The city completed a $3 million storm-sewer project earlier this year, but it still couldn’t keep up with the massive influx of water. Once the level of Drummer Creek dropped west of town, the floodwater quickly drained out of Gibson City.
Dickey said since the flood, he has gone through town with engineers to discuss whether further improvements are warranted in the event of another heavy rain.
“I can’t see making enough improvements to handle a thousand-year flood,” he said.
Dickey has contacted the mayors of Watseka and Roanoke, which have experienced flooding issues over the years, to learn how the town should respond to residents’ and businesses’ needs.

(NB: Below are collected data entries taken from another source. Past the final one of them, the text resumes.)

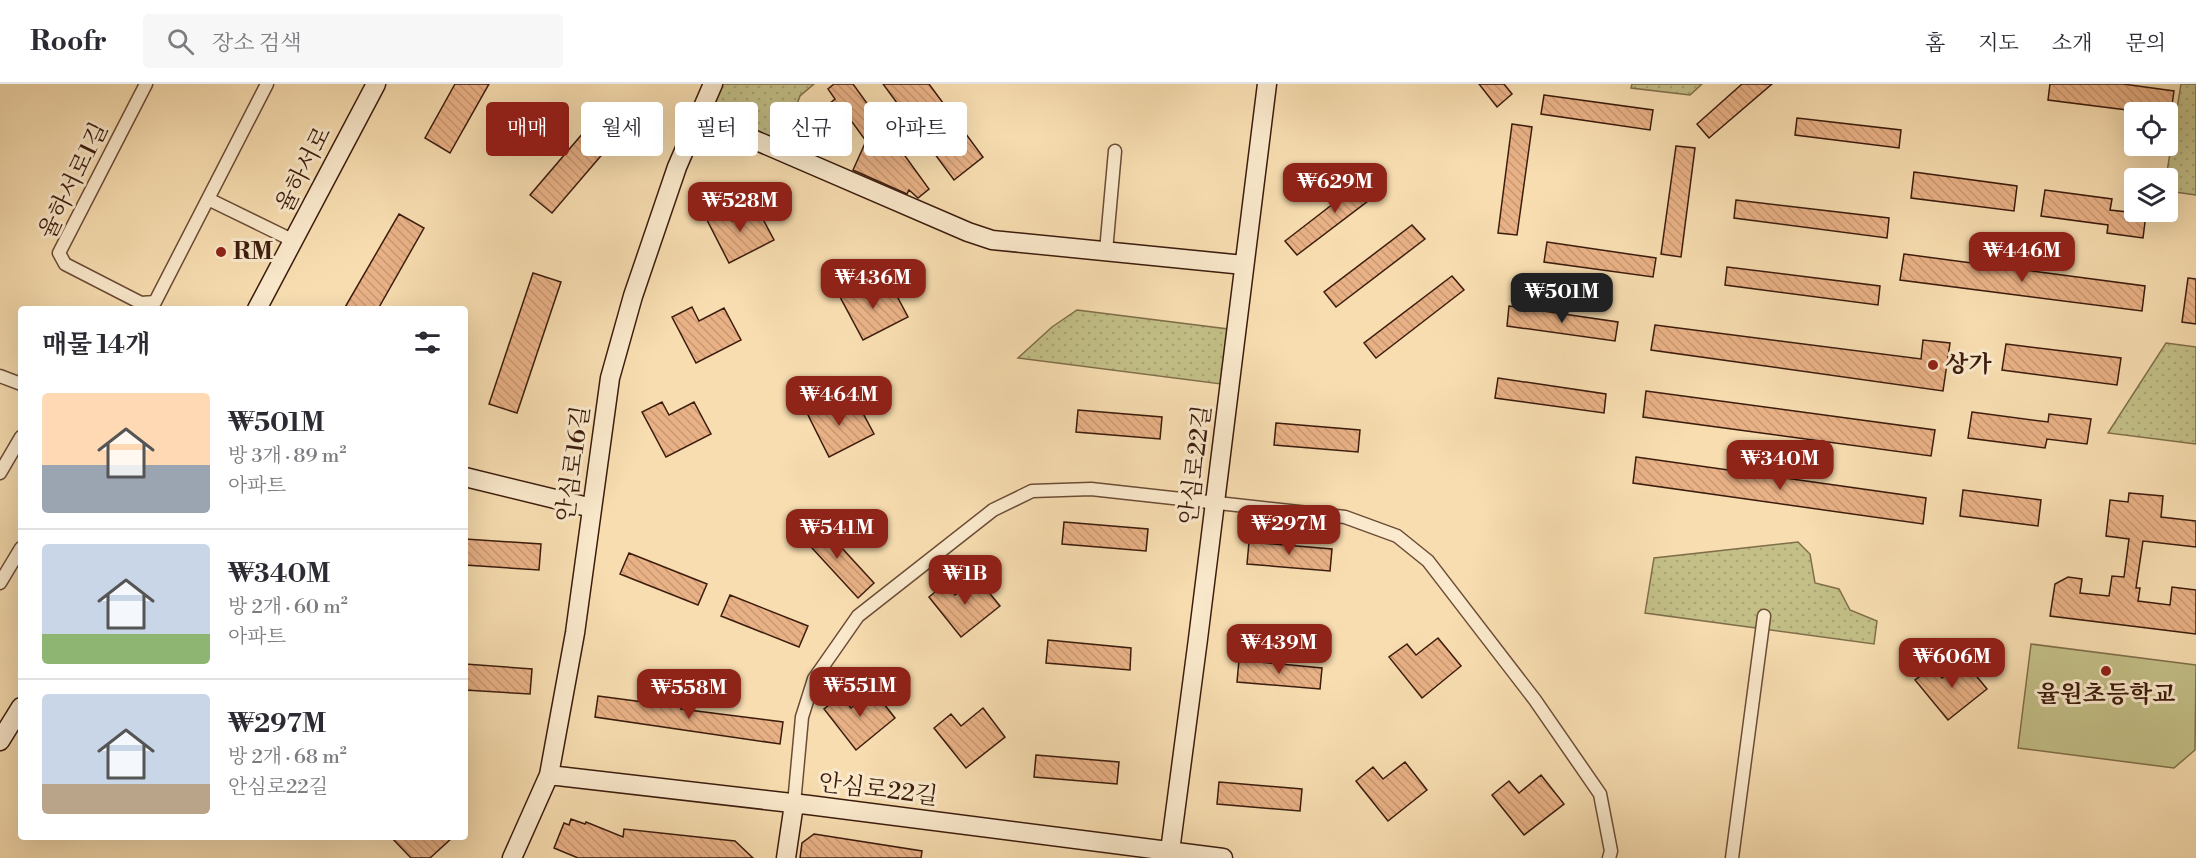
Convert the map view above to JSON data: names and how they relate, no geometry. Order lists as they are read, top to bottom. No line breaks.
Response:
{"streets":{"main road":["율하서로","안심로16길","안심로22길"],"street":["율하서로1길"]},"crossings":[["안심로16길","안심로22길"]],"places":["RM","상가","율원초등학교"],"page":{"header":"Roofr","search":"장소 검색","nav":["홈","지도","소개","문의"],"chip":["매매","월세","필터","신규","아파트"],"price":["₩629M","₩528M","₩446M","₩436M","₩501M","₩464M","₩340M","₩297M","₩541M","₩1B","₩439M","₩606M","₩551M","₩558M"],"heading":"매물 14개","list":[{"name":"₩501M","note":"방 3개 · 89 m² · 아파트"},{"name":"₩340M","note":"방 2개 · 60 m² · 아파트"},{"name":"₩297M","note":"방 2개 · 68 m² · 안심로22길"}]}}
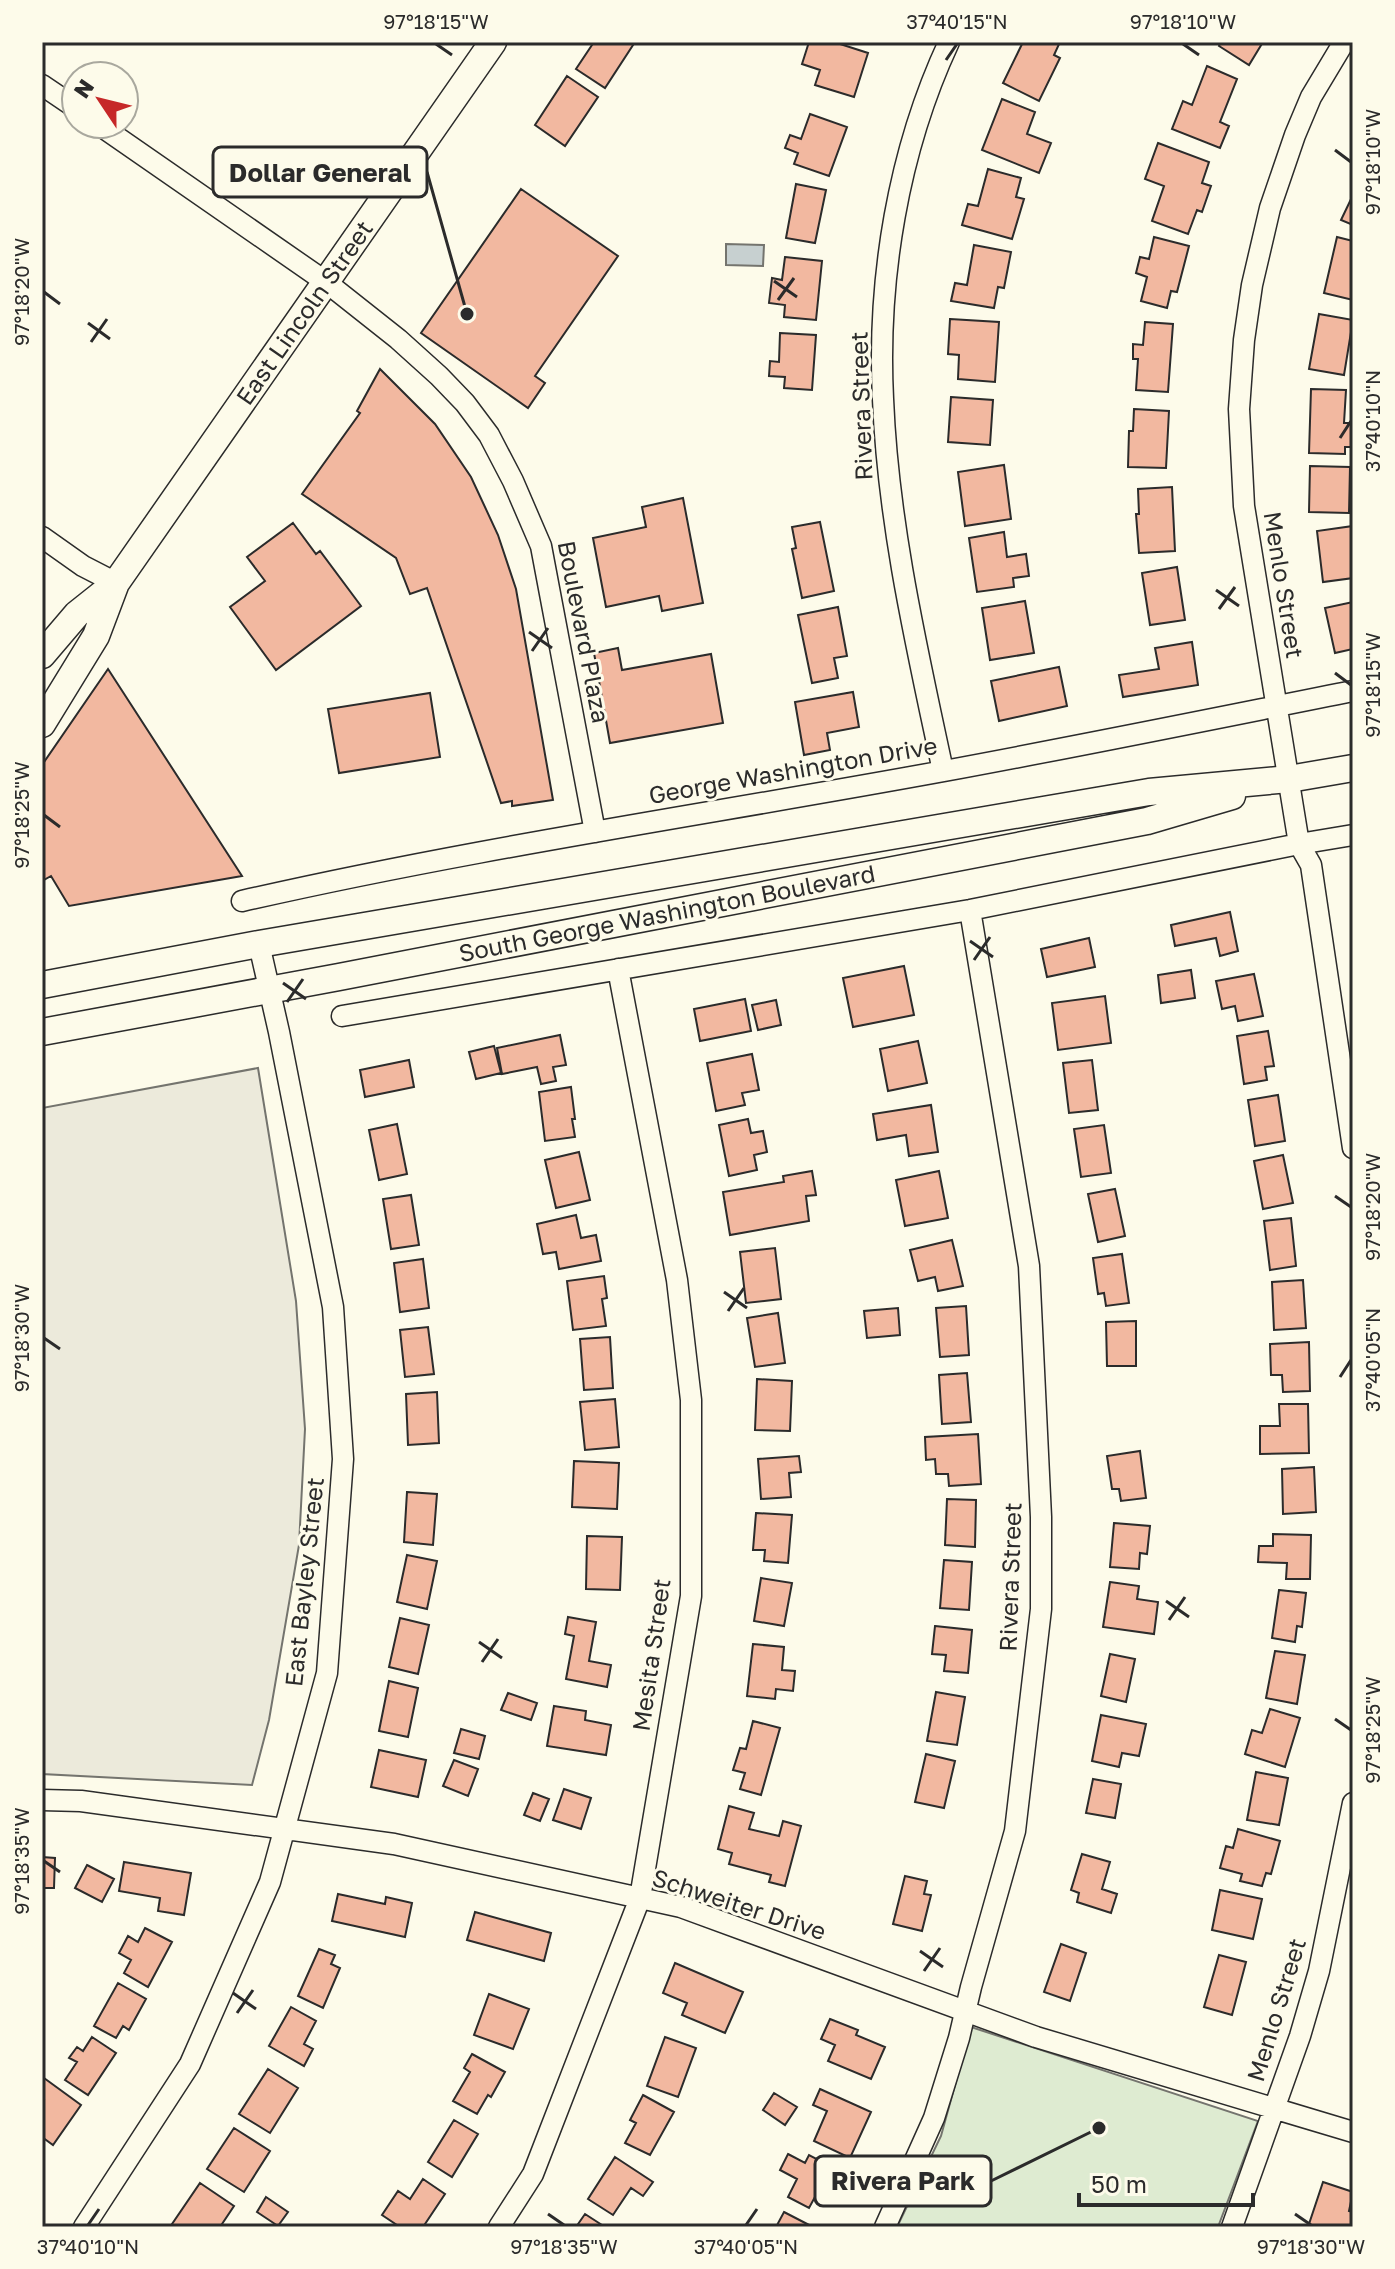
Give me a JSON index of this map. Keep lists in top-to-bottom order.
{
  "streets": {
    "street": [
      "East Lincoln Street",
      "Rivera Street",
      "Menlo Street",
      "Boulevard Plaza",
      "George Washington Drive",
      "South George Washington Boulevard",
      "East Bayley Street",
      "Mesita Street",
      "Schweiter Drive"
    ]
  },
  "crossings": [
    ["East Lincoln Street", "Boulevard Plaza"],
    ["Rivera Street", "George Washington Drive"],
    ["Rivera Street", "Schweiter Drive"],
    ["Menlo Street", "George Washington Drive"],
    ["Menlo Street", "South George Washington Boulevard"],
    ["Menlo Street", "Schweiter Drive"],
    ["Boulevard Plaza", "George Washington Drive"],
    ["South George Washington Boulevard", "East Bayley Street"],
    ["East Bayley Street", "Schweiter Drive"],
    ["Mesita Street", "Schweiter Drive"]
  ],
  "places": ["Dollar General", "Rivera Park"],
  "scale_bar": "50 m",
  "north": "top left",
  "coordinates": [
    "97°18'15\"W",
    "37°40'15\"N",
    "97°18'10\"W",
    "97°18'20\"W",
    "37°40'10\"N",
    "97°18'25\"W",
    "97°18'30\"W",
    "37°40'05\"N",
    "97°18'35\"W"
  ]
}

Roanoke Mayor Mike Smith said that Woodford County community, located northeast of Peoria, has suffered four floods since 2013, with the ones in 2013 and 2000 being the worst.
He said 27 square miles of land drain into a small tributary that runs through the town of 2,000.
“Since 2013, we have had some significant repetitive losses,” Smith said. “The individual homeowners are to the point where some have just left their homes and walked away.”
Dickey hopes homeowners in his city don’t walk away from their property.
A flood like the one experienced in Gibson City can have a psychological effect on residents. Dickey said he can relate.
“We had a couple rains right after” the flood, he said. “It makes you think. I’m sure it’s not just me. It’s everybody.”
One slice of normalcy returned when the town’s Dairy Queen reopened this week. The store, which means a lot to the community, suffered significant flood damage.
The Gibson City-Melvin- Sibley Red Army spirit group sponsored an online auction fundraiser for the DQ. The highest bidders got the first ice cream treats.
It was all a way of saying thanks to the Patel family, owners of the business, for their support of the school over the years. The auction raised money to help DQ get back on its feet.
The business has since opened to the general public. Paul Patel said there is still a lot of work to be done, but DQ was able to get some of its freezers working and has ice cream and a limited menu of food available.
Last Friday night, people attending the GCMS football game were able to enter by providing donations to the Gibson area relief fund. No gate fee was charged.